Prompt
Return exactly the span of lines in the following data that opens with the line containing "content:''; position:absolute; left:50%;" and closes with the line containing "border-top:2px solid #363941". Include nothing else.

(Entries taken from a collection)

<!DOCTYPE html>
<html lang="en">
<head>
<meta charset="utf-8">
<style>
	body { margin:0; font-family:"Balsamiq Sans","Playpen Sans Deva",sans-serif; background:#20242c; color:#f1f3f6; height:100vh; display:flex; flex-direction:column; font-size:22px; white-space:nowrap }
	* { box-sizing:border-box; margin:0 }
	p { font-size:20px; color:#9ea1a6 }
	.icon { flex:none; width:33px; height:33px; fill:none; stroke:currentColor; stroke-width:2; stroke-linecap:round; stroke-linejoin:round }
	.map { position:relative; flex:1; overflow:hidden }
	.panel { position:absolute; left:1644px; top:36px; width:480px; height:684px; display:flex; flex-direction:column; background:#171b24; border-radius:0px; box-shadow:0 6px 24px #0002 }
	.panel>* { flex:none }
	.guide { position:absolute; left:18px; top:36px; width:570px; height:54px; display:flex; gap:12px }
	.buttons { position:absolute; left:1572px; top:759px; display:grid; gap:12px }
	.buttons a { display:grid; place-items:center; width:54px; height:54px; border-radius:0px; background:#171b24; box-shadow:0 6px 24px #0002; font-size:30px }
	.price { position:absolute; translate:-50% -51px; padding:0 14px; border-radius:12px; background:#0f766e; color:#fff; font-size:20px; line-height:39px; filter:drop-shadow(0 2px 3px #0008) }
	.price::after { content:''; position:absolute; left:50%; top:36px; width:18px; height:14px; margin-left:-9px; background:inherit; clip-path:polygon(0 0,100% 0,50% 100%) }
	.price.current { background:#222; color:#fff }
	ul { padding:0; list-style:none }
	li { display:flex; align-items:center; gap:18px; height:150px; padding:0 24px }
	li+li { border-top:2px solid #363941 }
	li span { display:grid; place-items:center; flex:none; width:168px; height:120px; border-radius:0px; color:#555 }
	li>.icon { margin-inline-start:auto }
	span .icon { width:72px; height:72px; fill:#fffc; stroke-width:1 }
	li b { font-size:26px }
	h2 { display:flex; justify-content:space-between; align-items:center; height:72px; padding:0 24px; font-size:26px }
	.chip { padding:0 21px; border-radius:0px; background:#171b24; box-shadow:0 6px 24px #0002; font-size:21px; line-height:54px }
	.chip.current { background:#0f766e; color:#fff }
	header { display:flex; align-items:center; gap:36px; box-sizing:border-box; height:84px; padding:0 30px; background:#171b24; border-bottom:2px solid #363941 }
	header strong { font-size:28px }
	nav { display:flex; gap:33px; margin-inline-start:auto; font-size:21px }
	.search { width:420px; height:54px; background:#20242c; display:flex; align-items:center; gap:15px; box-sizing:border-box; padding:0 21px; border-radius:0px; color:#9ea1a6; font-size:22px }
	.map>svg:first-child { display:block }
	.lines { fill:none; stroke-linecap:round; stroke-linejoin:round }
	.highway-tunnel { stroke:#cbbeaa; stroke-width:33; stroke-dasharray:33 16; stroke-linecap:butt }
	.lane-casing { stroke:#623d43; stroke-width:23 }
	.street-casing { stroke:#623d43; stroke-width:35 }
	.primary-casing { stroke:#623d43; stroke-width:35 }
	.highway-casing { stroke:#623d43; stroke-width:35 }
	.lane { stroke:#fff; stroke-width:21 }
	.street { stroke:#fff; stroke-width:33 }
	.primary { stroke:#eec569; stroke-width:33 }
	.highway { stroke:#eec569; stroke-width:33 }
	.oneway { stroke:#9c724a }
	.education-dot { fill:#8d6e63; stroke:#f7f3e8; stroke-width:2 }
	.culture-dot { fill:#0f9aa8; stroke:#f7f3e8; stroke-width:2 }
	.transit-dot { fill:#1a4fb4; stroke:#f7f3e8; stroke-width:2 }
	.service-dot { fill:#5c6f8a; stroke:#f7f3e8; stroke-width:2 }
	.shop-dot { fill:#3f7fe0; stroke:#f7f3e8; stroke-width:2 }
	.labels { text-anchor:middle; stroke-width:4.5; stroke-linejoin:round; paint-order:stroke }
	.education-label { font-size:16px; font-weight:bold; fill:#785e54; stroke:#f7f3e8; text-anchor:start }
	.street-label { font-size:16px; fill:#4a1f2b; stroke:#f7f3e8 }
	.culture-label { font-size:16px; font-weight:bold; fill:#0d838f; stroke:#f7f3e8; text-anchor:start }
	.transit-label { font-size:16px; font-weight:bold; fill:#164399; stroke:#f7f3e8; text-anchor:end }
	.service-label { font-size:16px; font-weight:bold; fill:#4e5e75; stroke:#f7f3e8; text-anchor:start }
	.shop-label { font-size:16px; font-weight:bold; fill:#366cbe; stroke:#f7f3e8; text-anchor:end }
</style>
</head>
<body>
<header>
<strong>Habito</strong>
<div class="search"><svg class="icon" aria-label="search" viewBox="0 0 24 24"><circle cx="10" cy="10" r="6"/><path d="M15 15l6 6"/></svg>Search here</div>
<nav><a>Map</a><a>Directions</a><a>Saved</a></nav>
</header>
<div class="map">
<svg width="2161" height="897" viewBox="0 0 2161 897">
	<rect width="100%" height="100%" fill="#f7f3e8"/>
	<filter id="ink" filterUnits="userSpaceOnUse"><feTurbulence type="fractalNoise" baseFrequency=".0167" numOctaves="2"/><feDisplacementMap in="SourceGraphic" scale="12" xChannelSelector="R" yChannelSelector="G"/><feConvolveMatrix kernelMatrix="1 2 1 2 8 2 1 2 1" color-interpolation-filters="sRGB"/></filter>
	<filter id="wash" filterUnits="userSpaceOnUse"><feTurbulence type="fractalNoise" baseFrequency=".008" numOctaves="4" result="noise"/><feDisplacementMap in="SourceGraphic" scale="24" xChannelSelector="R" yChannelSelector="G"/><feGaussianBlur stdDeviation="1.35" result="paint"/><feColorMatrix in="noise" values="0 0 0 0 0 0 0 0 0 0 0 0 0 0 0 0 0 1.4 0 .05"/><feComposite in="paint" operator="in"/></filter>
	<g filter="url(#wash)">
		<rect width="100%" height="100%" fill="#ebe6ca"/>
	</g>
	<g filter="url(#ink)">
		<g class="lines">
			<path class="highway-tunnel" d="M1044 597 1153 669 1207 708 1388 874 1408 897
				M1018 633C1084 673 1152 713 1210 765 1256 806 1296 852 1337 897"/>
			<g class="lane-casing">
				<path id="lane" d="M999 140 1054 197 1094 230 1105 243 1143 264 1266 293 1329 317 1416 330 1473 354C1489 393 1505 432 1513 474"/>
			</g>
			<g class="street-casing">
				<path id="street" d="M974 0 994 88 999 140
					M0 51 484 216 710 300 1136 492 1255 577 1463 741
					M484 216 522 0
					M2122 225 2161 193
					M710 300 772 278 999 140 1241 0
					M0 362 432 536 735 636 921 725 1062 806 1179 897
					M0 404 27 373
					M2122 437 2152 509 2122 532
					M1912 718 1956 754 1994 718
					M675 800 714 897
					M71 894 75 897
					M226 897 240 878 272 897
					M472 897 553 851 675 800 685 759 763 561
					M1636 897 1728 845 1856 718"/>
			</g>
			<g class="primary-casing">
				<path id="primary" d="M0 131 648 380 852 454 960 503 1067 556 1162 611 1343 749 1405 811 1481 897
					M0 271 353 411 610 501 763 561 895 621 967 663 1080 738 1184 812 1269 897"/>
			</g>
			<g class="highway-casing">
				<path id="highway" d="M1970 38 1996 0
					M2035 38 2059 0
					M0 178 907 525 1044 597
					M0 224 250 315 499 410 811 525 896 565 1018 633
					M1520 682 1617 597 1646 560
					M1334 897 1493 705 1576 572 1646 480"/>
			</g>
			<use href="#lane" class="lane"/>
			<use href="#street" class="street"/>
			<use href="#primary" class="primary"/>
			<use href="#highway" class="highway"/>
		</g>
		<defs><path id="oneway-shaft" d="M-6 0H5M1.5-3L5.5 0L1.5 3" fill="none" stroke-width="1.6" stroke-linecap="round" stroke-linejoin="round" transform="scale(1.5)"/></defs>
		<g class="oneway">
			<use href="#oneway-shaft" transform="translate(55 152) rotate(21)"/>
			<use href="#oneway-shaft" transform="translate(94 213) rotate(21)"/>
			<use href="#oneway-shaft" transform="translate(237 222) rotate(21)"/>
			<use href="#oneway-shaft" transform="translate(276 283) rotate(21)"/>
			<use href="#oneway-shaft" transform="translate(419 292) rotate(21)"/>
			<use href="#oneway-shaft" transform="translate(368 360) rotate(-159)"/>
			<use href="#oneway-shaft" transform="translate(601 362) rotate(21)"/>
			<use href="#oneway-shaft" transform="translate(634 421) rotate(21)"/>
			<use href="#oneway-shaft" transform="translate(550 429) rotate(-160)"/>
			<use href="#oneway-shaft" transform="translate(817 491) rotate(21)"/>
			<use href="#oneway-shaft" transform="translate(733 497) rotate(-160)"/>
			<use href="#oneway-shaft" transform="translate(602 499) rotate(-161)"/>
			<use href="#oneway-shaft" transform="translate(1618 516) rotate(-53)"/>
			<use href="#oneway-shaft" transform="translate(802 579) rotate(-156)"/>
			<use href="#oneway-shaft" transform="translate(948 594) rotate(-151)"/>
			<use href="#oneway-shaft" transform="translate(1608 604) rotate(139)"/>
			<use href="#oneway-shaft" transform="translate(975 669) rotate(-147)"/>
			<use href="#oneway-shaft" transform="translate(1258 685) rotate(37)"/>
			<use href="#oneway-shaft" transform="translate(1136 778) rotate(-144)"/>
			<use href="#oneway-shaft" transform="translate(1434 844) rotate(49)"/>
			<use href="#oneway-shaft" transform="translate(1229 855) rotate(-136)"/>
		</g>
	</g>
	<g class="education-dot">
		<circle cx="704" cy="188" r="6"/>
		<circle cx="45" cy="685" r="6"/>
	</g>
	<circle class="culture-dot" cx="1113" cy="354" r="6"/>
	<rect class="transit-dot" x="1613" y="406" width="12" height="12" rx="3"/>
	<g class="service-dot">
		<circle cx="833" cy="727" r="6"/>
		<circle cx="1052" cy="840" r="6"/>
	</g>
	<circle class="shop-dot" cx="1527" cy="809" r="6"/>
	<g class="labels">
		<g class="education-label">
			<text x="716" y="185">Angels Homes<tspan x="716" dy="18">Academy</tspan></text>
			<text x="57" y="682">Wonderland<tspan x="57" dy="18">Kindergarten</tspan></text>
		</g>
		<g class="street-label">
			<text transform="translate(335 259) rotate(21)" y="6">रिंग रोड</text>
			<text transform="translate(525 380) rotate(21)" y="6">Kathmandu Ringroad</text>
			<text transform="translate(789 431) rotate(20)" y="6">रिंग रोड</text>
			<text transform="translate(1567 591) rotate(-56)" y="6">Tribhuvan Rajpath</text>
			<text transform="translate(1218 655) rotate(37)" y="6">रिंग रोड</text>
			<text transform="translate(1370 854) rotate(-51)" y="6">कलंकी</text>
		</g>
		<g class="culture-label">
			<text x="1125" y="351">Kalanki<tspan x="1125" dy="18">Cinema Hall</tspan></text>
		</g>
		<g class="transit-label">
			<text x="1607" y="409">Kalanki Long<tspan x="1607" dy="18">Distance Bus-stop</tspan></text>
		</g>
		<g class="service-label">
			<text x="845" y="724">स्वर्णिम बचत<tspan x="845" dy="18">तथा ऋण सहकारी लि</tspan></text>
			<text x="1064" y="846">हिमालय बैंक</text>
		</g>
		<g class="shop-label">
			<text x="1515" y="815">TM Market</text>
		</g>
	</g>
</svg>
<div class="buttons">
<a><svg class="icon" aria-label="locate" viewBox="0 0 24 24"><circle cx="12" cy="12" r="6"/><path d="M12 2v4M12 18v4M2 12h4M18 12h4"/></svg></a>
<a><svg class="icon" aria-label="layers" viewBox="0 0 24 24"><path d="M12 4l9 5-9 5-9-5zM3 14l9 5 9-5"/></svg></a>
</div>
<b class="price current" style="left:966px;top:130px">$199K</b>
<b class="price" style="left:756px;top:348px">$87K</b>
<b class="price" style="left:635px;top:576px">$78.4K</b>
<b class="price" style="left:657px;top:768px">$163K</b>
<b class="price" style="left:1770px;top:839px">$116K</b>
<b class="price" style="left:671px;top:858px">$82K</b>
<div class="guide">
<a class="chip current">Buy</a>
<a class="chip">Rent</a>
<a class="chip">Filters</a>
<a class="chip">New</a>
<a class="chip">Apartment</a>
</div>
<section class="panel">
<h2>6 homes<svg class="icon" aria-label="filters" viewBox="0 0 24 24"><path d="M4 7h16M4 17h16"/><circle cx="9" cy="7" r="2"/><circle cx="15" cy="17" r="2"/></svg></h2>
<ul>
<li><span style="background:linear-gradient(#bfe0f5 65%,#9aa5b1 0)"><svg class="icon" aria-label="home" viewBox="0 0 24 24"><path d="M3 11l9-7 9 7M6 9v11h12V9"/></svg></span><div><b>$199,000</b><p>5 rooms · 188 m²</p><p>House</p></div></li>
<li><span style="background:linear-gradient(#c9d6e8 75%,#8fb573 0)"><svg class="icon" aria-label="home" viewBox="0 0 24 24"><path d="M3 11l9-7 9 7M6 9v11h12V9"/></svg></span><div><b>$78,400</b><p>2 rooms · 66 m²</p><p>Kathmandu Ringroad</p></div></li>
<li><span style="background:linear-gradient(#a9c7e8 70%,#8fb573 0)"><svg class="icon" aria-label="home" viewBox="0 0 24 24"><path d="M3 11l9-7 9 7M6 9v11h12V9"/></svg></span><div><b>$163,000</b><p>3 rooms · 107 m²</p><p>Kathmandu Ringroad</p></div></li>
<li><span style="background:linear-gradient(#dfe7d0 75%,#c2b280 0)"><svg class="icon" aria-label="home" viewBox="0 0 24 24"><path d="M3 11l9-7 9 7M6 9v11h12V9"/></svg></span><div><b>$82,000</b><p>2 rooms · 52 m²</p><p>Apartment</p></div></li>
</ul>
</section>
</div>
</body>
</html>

--

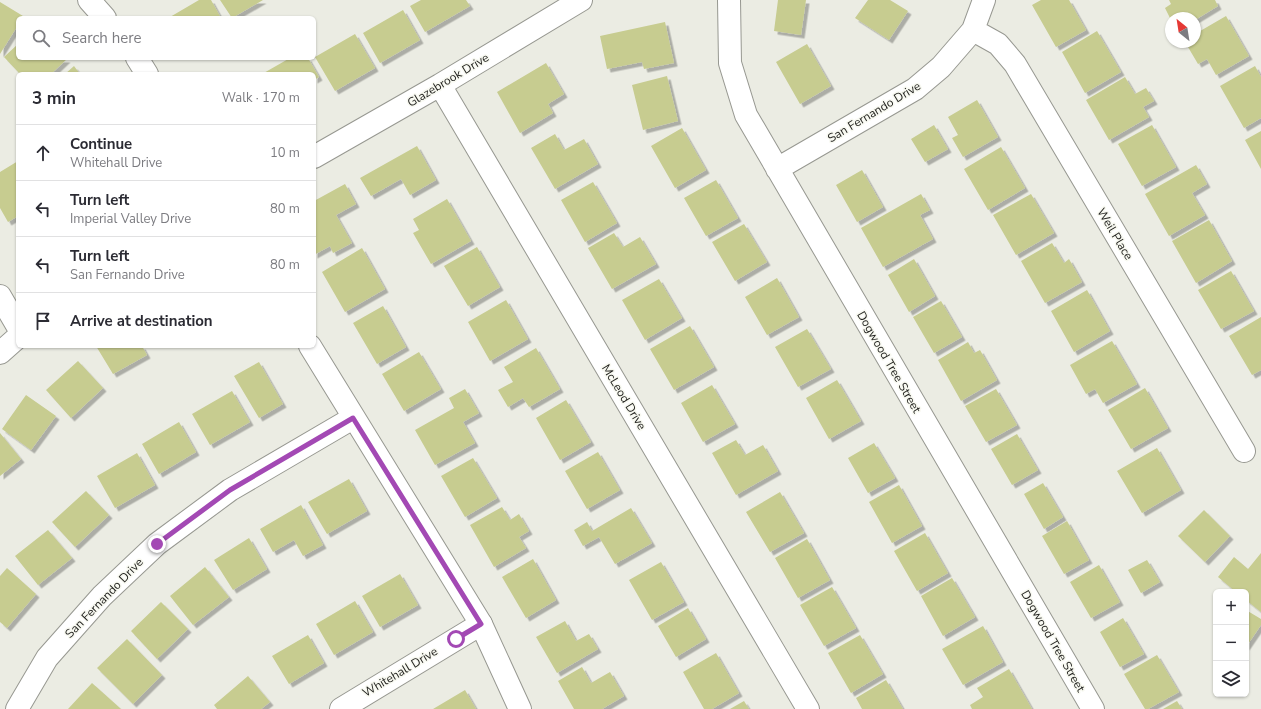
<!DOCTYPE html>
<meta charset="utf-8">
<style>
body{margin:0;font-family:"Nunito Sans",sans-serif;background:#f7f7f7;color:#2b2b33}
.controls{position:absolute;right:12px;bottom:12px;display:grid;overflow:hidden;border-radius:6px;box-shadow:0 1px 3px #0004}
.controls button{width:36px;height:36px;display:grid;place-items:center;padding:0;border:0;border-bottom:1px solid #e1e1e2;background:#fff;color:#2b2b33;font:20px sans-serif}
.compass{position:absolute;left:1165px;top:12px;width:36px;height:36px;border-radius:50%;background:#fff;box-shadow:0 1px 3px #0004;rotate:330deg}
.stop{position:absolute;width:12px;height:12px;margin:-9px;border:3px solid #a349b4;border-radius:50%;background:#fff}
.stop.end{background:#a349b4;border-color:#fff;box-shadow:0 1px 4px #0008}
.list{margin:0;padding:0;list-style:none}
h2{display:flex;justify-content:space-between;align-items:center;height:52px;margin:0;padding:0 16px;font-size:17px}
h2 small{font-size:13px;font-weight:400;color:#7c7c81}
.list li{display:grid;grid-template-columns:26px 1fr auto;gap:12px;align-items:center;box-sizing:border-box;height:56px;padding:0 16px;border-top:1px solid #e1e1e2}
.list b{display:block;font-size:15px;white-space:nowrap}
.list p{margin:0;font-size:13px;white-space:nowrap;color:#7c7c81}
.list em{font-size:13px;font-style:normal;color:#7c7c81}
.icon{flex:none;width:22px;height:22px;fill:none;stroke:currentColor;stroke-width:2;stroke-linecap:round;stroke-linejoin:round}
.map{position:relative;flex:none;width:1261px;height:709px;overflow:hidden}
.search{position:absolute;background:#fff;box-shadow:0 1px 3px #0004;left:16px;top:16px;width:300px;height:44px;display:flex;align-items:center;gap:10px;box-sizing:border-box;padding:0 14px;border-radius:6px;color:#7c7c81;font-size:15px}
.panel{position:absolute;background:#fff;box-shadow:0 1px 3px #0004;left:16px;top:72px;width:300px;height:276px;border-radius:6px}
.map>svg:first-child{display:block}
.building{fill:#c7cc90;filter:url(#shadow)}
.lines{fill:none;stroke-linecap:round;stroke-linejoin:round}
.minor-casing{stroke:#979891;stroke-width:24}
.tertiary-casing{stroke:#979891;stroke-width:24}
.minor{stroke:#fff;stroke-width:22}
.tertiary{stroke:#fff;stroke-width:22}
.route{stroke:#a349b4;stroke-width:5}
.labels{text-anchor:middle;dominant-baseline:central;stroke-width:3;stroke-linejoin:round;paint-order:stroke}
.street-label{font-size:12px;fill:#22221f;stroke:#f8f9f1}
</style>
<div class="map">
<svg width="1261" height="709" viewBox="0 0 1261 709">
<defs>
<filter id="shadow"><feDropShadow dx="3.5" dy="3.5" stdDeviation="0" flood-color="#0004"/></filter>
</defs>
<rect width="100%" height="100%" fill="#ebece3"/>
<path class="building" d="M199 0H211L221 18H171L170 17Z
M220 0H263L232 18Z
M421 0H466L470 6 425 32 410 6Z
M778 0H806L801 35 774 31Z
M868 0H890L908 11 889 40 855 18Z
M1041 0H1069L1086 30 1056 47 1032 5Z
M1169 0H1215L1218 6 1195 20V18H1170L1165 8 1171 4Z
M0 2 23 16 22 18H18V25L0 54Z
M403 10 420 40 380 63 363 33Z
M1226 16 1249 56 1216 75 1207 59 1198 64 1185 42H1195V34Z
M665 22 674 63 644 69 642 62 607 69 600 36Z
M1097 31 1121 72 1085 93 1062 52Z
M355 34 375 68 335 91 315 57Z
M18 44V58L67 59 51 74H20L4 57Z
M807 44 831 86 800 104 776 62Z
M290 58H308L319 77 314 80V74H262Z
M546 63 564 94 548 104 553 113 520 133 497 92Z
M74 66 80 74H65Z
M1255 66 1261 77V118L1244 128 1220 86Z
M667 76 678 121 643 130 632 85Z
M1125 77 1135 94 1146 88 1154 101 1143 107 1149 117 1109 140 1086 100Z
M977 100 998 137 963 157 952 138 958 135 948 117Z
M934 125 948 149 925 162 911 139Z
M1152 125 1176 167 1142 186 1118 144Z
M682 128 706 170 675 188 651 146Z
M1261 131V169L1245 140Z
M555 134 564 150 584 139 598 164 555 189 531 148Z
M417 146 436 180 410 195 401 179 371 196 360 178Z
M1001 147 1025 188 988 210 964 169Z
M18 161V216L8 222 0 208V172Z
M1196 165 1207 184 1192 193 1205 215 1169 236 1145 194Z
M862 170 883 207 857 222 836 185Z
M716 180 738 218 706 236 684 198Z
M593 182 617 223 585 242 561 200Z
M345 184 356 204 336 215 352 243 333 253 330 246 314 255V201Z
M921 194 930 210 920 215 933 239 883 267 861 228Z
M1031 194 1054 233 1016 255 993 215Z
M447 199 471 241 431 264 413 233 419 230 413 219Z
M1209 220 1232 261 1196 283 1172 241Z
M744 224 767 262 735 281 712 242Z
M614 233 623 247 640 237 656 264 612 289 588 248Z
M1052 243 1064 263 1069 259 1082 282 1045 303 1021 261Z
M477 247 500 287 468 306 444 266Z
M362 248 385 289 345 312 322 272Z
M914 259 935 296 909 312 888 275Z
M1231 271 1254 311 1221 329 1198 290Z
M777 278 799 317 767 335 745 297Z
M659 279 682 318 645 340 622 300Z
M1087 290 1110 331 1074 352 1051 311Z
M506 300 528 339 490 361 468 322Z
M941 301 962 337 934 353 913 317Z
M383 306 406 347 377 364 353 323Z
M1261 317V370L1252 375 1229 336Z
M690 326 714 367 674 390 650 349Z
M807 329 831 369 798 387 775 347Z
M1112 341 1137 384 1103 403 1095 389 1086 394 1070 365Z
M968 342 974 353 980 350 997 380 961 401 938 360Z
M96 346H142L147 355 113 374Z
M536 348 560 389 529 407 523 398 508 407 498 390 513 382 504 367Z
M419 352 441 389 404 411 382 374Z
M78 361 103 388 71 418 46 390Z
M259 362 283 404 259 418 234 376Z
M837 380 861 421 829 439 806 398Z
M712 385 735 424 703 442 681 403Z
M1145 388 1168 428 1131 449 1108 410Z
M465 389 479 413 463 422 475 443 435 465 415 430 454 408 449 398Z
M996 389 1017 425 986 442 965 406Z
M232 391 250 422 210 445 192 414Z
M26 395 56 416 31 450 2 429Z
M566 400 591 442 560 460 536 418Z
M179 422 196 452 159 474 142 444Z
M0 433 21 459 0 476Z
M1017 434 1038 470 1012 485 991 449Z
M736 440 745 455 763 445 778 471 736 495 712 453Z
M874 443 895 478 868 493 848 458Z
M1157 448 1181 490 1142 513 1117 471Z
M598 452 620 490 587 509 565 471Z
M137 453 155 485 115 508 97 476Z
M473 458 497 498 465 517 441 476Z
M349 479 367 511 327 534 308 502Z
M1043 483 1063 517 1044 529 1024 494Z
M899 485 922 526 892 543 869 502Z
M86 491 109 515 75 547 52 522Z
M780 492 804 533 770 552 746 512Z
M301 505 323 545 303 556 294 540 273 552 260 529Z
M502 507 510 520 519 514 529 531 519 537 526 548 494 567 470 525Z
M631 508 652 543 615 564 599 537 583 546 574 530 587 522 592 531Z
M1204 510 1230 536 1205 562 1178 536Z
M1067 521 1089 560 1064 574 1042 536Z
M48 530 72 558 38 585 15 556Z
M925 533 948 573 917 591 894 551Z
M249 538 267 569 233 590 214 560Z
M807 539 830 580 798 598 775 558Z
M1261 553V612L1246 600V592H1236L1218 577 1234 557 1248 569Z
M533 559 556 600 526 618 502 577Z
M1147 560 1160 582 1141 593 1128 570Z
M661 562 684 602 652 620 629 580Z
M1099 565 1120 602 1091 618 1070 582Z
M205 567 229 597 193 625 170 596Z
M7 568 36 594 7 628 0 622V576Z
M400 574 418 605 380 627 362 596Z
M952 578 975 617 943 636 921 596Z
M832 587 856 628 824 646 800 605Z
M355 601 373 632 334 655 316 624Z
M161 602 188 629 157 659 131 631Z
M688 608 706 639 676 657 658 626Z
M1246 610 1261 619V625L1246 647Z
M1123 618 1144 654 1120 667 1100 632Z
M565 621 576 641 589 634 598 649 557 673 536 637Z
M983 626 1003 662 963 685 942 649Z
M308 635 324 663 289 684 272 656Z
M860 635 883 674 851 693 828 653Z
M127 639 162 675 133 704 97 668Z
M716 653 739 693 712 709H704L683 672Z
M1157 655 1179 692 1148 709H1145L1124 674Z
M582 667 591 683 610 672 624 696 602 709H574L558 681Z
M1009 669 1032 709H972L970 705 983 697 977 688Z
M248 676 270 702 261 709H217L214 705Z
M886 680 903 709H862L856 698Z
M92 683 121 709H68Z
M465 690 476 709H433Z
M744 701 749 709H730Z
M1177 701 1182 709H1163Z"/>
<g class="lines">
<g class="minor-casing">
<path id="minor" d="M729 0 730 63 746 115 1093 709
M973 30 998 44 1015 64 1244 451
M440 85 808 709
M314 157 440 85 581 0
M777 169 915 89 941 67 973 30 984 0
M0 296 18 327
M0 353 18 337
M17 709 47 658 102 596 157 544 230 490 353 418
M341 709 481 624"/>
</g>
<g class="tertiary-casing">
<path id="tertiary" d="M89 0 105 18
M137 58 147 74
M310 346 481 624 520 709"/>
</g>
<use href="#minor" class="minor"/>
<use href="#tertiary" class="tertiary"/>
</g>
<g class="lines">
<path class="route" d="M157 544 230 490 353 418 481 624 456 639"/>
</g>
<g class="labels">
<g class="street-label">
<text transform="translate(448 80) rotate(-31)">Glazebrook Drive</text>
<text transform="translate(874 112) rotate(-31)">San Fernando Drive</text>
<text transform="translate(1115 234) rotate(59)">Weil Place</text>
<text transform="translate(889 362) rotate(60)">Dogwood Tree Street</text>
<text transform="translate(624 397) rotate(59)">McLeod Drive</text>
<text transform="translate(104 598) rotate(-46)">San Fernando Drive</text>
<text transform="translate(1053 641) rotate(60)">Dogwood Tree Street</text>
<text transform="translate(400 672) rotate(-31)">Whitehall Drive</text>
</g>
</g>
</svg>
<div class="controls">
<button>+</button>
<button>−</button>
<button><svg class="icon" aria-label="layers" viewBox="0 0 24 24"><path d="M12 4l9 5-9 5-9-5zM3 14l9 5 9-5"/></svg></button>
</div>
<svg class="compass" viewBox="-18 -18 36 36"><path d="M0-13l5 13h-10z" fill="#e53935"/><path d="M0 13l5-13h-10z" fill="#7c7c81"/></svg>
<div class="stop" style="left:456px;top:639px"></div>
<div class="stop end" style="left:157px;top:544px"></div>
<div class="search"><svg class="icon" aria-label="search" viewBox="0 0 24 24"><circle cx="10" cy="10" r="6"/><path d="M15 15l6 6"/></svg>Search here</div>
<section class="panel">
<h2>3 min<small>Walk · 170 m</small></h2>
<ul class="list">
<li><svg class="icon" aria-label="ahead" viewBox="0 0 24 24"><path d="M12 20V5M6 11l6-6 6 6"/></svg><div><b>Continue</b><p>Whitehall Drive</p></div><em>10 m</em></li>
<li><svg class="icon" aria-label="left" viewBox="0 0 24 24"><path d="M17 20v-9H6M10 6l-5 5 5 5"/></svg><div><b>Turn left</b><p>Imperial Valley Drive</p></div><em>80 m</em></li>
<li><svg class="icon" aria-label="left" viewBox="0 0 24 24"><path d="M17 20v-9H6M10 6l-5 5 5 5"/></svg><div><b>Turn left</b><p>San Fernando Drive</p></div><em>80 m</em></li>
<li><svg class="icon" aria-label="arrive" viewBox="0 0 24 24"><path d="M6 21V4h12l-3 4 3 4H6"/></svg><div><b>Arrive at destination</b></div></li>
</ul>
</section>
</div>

Answer box
	.price::after { content:''; position:absolute; left:50%; top:36px; width:18px; height:14px; margin-left:-9px; background:inherit; clip-path:polygon(0 0,100% 0,50% 100%) }
	.price.current { background:#222; color:#fff }
	ul { padding:0; list-style:none }
	li { display:flex; align-items:center; gap:18px; height:150px; padding:0 24px }
	li+li { border-top:2px solid #363941 }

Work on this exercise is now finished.